Councillors’ pay policy in tatters after wage cuts proposal is rejected

🕔04.Sep 2014

The future of Birmingham council’s independent remuneration committee is in doubt after city leaders flatly rejected reforms to the system of allowances that would have resulted in significant pay cuts for some councillors.

A report from the panel setting out proposals for a new way of working out special responsibility allowances for cabinet members and committee chairs will not now be voted on at this month’s full council meeting and has been withdrawn from the agenda.

In what appears to be a breakdown in the relationship between the panel and the council, leaders of the three political groups threw out a planned 18 per cent cut in special responsibility allowances paid to 40 councillors that would have saved £100,000 a year.

It’s understood that council leader Sir Albert Bore urged panel chair Sandra Cooper to reconsider the proposals.

But the panel refused to budge and said it would not look at the allowances for another year.

The panel’s “root and branch” review of the payments took two years to complete, but is now in tatters.

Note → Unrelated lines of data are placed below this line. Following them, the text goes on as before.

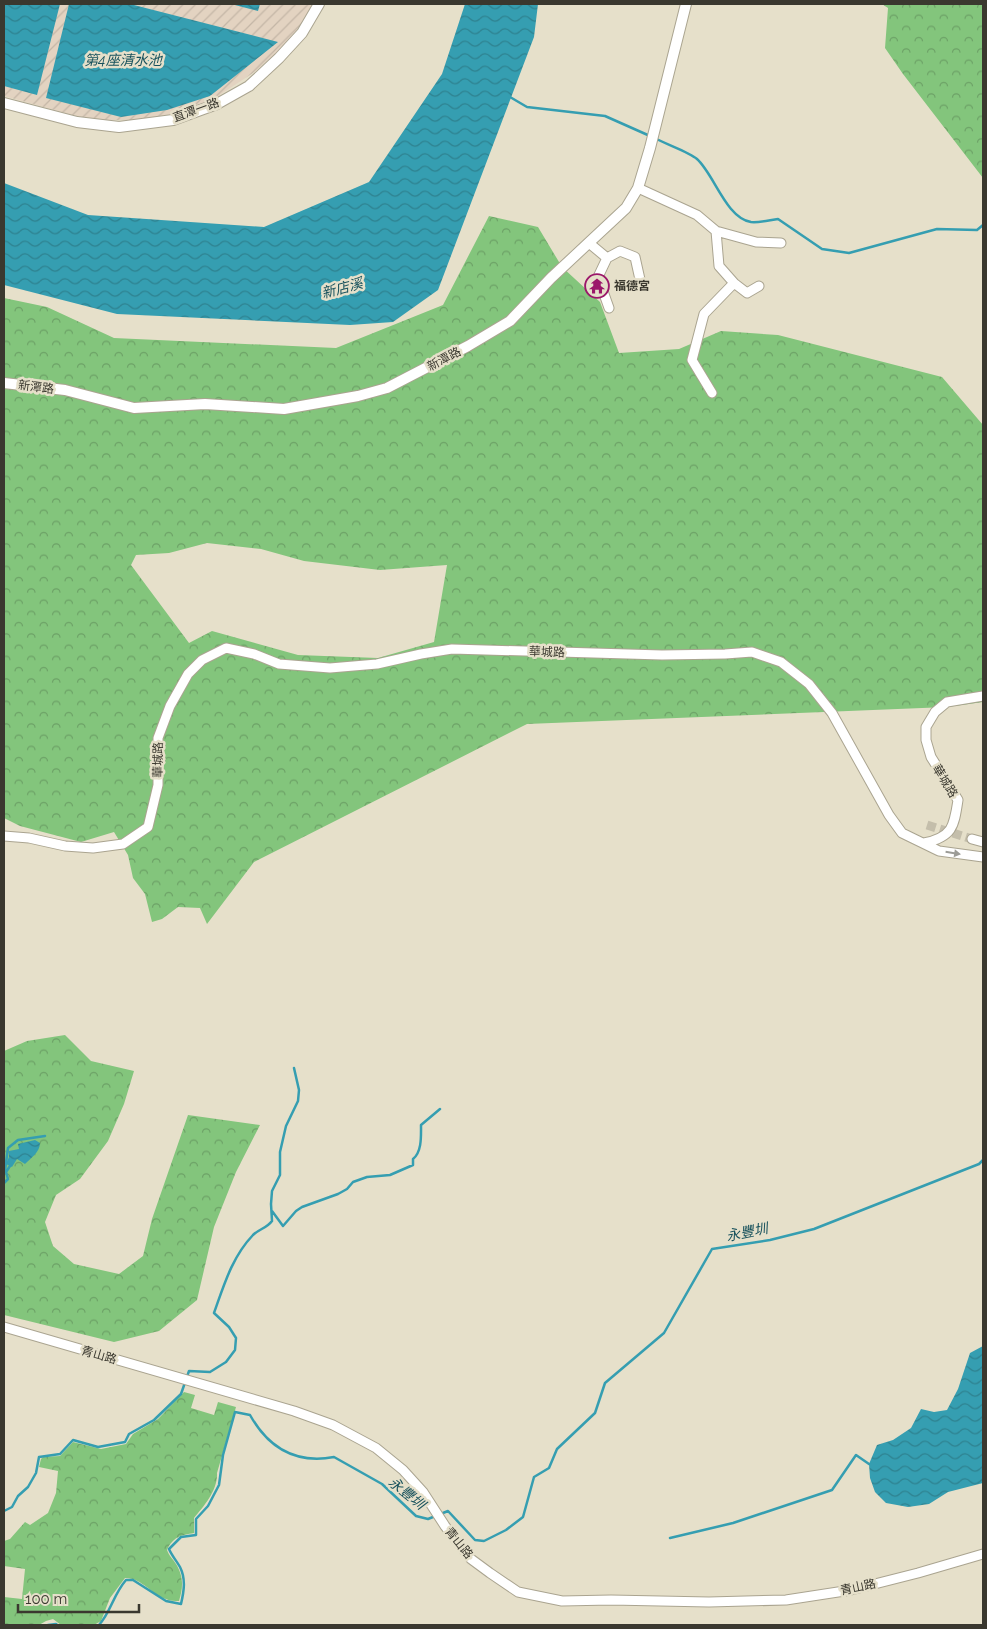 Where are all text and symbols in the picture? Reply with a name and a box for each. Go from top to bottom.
water label: 第4座清水池 [84,52,164,68]
street label: 直潭一路 [171,95,221,125]
temple icon: 福德宮 [584,273,610,299]
water label: 新店溪 [320,274,366,301]
place label: 福德宮 [614,279,650,293]
street label: 新潭路 [425,344,463,374]
street label: 新潭路 [17,378,55,396]
street label: 華城路 [529,644,565,660]
street label: 華城路 [151,742,165,778]
street label: 華城路 [930,762,960,800]
one-way arrow [945,849,961,857]
water label: 永豐圳 [725,1220,771,1244]
street label: 青山路 [80,1343,118,1367]
water label: 永豐圳 [386,1474,430,1514]
street label: 青山路 [442,1525,476,1561]
street label: 青山路 [839,1576,877,1598]
scale bar [18,1582,139,1614]
text: 100 m [25,1590,67,1608]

It took a radical fresh look at the work carried out by recipients of SRAs and concluded that a number of councillors were being overpaid for the responsibility they shouldered.

Employment committee chair Mohammed Afzal stood to lose 60 per cent of his SRA.

Ten district committee chairs would have seen their salaries cut by 43 per cent, while cabinet members stood to lose just over 10 per cent.

The council business management committee, chaired by Sir Albert, said the panel’s report contained many inaccuracies and members had failed to understand the roles carried out by those in receipt of SRAs.